Man who chooses to live like a dog eats from a bowl and barks at friends in the street
The saying 'it's a dog's life' describes a miserable and overworked existence - but one person who can dispute this is Kaz James, who chose to live his best life as a dog.
The 37-year-old store manager believes he is a "human pup," regularly wearing a £2,000 ($2,600) dog suit, eating his meals out of a dog bowl and greeting his friends by barking, licking and biting them.
While many people in the outside world may think this is all a little strange, Kaz insists that he grew up always feeling "weird" and unable to relate to others, before beginning to live as a part-time pooch in his late teens.
Nowadays, he is a confident canine, who feels "liberated" with his lifestyle choice and has even set up his own Kennel Klub.

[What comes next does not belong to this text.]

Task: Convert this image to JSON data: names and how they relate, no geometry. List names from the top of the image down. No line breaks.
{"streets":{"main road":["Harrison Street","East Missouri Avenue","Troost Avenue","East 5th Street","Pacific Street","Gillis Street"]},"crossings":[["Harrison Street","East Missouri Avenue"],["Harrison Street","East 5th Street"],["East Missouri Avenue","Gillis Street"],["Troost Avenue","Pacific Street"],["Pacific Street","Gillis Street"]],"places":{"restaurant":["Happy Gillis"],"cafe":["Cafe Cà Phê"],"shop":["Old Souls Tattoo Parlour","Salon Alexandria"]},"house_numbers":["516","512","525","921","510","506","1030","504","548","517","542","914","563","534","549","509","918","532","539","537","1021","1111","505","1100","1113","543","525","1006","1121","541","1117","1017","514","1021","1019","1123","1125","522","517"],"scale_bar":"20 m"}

"I didn’t ever feel like a human, I always felt like a dog that was really out of place," Kaz, from Salford, Greater Manchester, UK, said. "I never really had a name for it, being a pup wasn’t a thing I knew about. When I met other people like me I felt I could be myself."
He continued: "I was known by my friends for hello to them by grabbing hold of the collar of their shirt in my teeth and biting or licking them, very canine-type behaviours. It was always how I was."
Things began to change for the self-professed "full-time orange, brown and camo K9" when the internet was installed in his home when he was 17.
Kaz, who is single, explained how he found his online pup-play community, saying: "I realised that my behaviours were quite dog-like in childhood, probably from the age of six. No-one ever talked about it, it was never mentioned.
"It wasn’t until the internet arrived in our house that I started chatting to people online - mostly through groups and message boards.
"I was incredibly nervous when I first started talking to people online. I was living with my parents and I would sneak downstairs at three in the morning to get on the internet to look for this stuff.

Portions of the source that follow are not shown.